Description of the task:
Ignoring the pictures, repeat every entry below exactly as it appears.

Provided data:
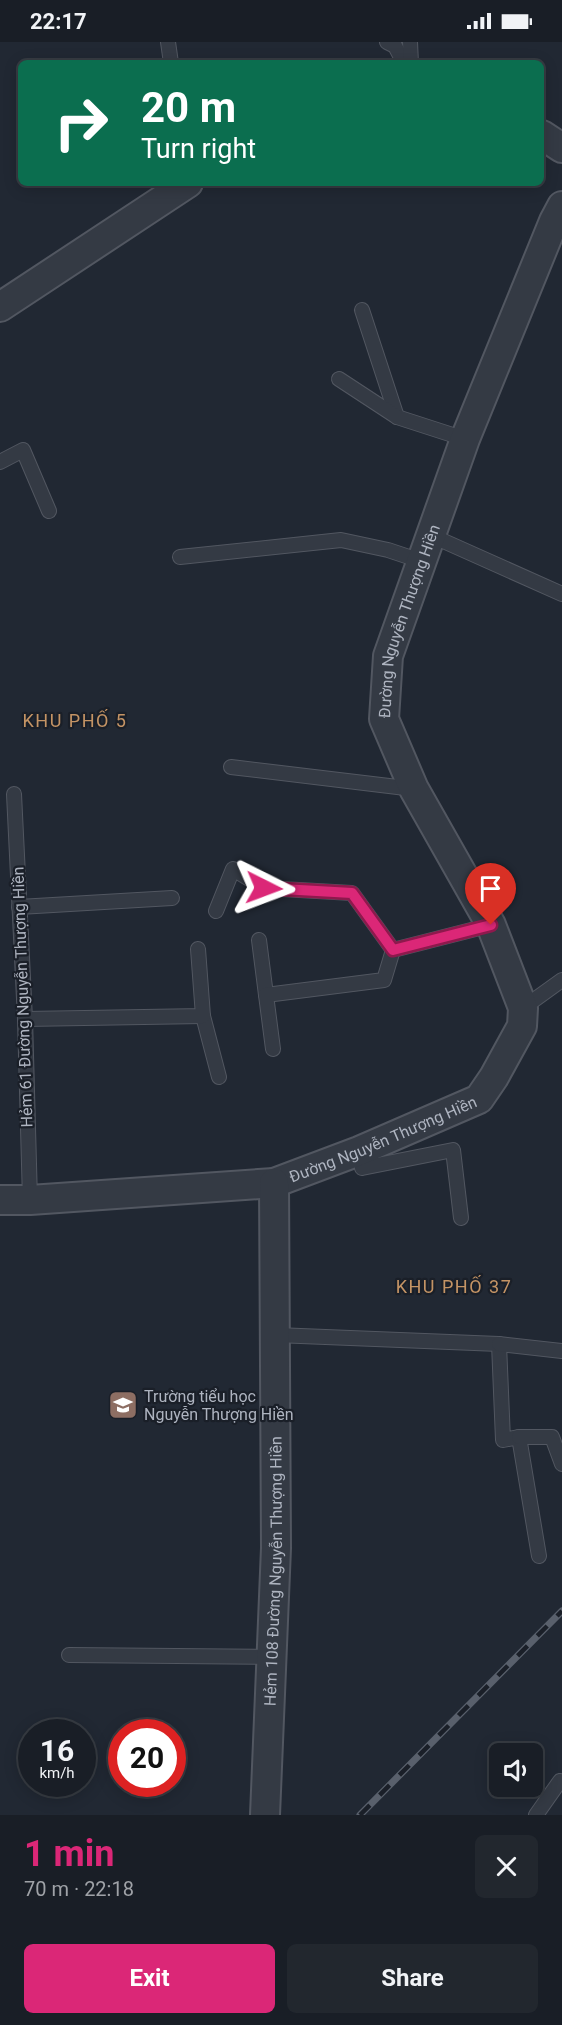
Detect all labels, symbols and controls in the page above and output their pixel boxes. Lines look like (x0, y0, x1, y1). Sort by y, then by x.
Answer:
text: 22:17 (30, 9, 87, 34)
text: 20 m (141, 83, 236, 132)
icon: right (42, 84, 120, 162)
text: Turn right (141, 133, 256, 165)
street label: Đường Nguyễn Thượng Hiền (375, 522, 444, 719)
district label: KHU PHỐ 5 (23, 709, 127, 731)
position arrow (232, 856, 296, 920)
pin (465, 863, 516, 925)
street label: Hẻm 61 Đường Nguyễn Thượng Hiền (8, 866, 37, 1128)
icon: arrive (474, 872, 507, 905)
street label: Đường Nguyễn Thượng Hiền (287, 1092, 480, 1186)
district label: KHU PHỐ 37 (396, 1275, 512, 1297)
place label: Trường tiểu học Nguyễn Thượng Hiền (144, 1387, 293, 1424)
school or university icon: Trường tiểu học Nguyễn Thượng Hiền (107, 1389, 139, 1421)
street label: Hẻm 108 Đường Nguyễn Thượng Hiền (260, 1436, 286, 1707)
speed limit sign: 20 (108, 1719, 186, 1797)
text: 16 (40, 1733, 74, 1768)
map controls (489, 1743, 543, 1797)
button: sound (489, 1743, 543, 1797)
text: km/h (39, 1764, 75, 1782)
text: 1 min (24, 1833, 115, 1875)
button: close (475, 1835, 538, 1898)
text: 70 m · 22:18 (24, 1877, 134, 1901)
button: Exit (24, 1944, 275, 2013)
button: Share (287, 1944, 538, 2013)

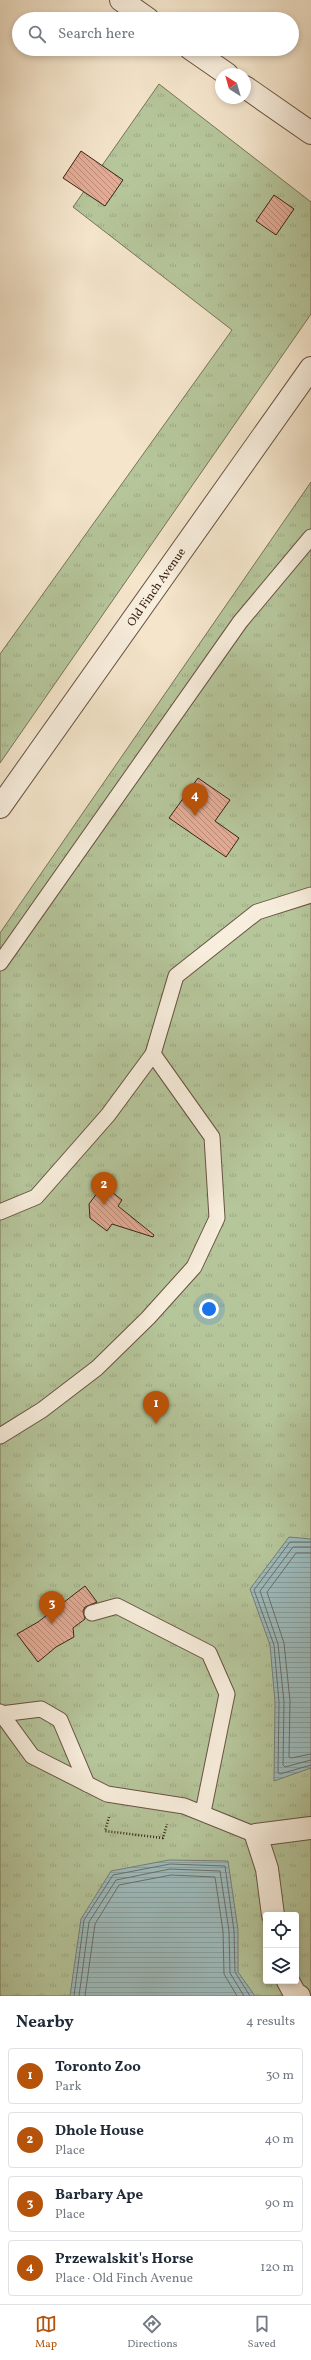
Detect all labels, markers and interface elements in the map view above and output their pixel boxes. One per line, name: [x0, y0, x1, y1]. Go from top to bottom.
search box: [12, 12, 299, 56]
icon: search: [26, 23, 48, 45]
text: Search here: [58, 24, 135, 45]
north arrow: [215, 68, 251, 104]
street label: Old Finch Avenue: [124, 545, 190, 630]
pin: 4: [182, 783, 208, 816]
pin: 2: [91, 1172, 117, 1205]
your location: [199, 1299, 219, 1319]
pin: 1: [143, 1391, 169, 1424]
pin: 3: [39, 1591, 65, 1624]
map controls: [263, 1912, 299, 1984]
button: locate: [263, 1912, 299, 1948]
button: layers: [263, 1948, 299, 1984]
text: Nearby: [16, 2011, 74, 2034]
text: 4 results: [246, 2013, 295, 2031]
text: Toronto Zoo: [55, 2057, 141, 2078]
text: 1: [27, 2067, 33, 2085]
text: 30 m: [266, 2067, 294, 2085]
text: Park: [55, 2078, 82, 2096]
text: Dhole House: [55, 2121, 144, 2142]
text: 2: [27, 2131, 33, 2149]
text: 40 m: [265, 2131, 294, 2149]
text: Place: [55, 2142, 85, 2160]
text: Barbary Ape: [55, 2185, 143, 2206]
text: 3: [27, 2195, 33, 2213]
text: 90 m: [265, 2195, 294, 2213]
text: Place: [55, 2206, 85, 2224]
text: Przewalskit's Horse: [55, 2249, 194, 2270]
text: 4: [26, 2259, 34, 2277]
text: 120 m: [260, 2259, 294, 2277]
text: Place · Old Finch Avenue: [55, 2270, 193, 2288]
tab: Map: [35, 2313, 57, 2352]
tab: Directions: [127, 2313, 178, 2352]
tab: Saved: [248, 2313, 276, 2352]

Answer box:
Detect all labels, symbols and controls in the page above and output their pixel boxes. Lines look like (x0, y0, x1, y1). Sort by y, then by x.
Answer:
text: 22:17 (30, 9, 87, 34)
text: 20 m (141, 83, 236, 132)
icon: right (42, 84, 120, 162)
text: Turn right (141, 133, 256, 165)
street label: Đường Nguyễn Thượng Hiền (375, 522, 444, 719)
district label: KHU PHỐ 5 (23, 709, 127, 731)
position arrow (232, 856, 296, 920)
pin (465, 863, 516, 925)
street label: Hẻm 61 Đường Nguyễn Thượng Hiền (8, 866, 37, 1128)
icon: arrive (474, 872, 507, 905)
street label: Đường Nguyễn Thượng Hiền (287, 1092, 480, 1186)
district label: KHU PHỐ 37 (396, 1275, 512, 1297)
place label: Trường tiểu học Nguyễn Thượng Hiền (144, 1387, 293, 1424)
school or university icon: Trường tiểu học Nguyễn Thượng Hiền (107, 1389, 139, 1421)
street label: Hẻm 108 Đường Nguyễn Thượng Hiền (260, 1436, 286, 1707)
speed limit sign: 20 (108, 1719, 186, 1797)
text: 16 (40, 1733, 74, 1768)
map controls (489, 1743, 543, 1797)
button: sound (489, 1743, 543, 1797)
text: km/h (39, 1764, 75, 1782)
text: 1 min (24, 1833, 115, 1875)
button: close (475, 1835, 538, 1898)
text: 70 m · 22:18 (24, 1877, 134, 1901)
button: Exit (24, 1944, 275, 2013)
button: Share (287, 1944, 538, 2013)

Detect all labels, markers and interface elements in the map view above and output their pixel boxes. One per line, name: [x0, y0, x1, y1]. Go from top to bottom.
search box: [12, 12, 299, 56]
icon: search: [26, 23, 48, 45]
text: Search here: [58, 24, 135, 45]
north arrow: [215, 68, 251, 104]
street label: Old Finch Avenue: [124, 545, 190, 630]
pin: 4: [182, 783, 208, 816]
pin: 2: [91, 1172, 117, 1205]
your location: [199, 1299, 219, 1319]
pin: 1: [143, 1391, 169, 1424]
pin: 3: [39, 1591, 65, 1624]
map controls: [263, 1912, 299, 1984]
button: locate: [263, 1912, 299, 1948]
button: layers: [263, 1948, 299, 1984]
text: Nearby: [16, 2011, 74, 2034]
text: 4 results: [246, 2013, 295, 2031]
text: Toronto Zoo: [55, 2057, 141, 2078]
text: 1: [27, 2067, 33, 2085]
text: 30 m: [266, 2067, 294, 2085]
text: Park: [55, 2078, 82, 2096]
text: Dhole House: [55, 2121, 144, 2142]
text: 2: [27, 2131, 33, 2149]
text: 40 m: [265, 2131, 294, 2149]
text: Place: [55, 2142, 85, 2160]
text: Barbary Ape: [55, 2185, 143, 2206]
text: 3: [27, 2195, 33, 2213]
text: 90 m: [265, 2195, 294, 2213]
text: Place: [55, 2206, 85, 2224]
text: Przewalskit's Horse: [55, 2249, 194, 2270]
text: 4: [26, 2259, 34, 2277]
text: 120 m: [260, 2259, 294, 2277]
text: Place · Old Finch Avenue: [55, 2270, 193, 2288]
tab: Map: [35, 2313, 57, 2352]
tab: Directions: [127, 2313, 178, 2352]
tab: Saved: [248, 2313, 276, 2352]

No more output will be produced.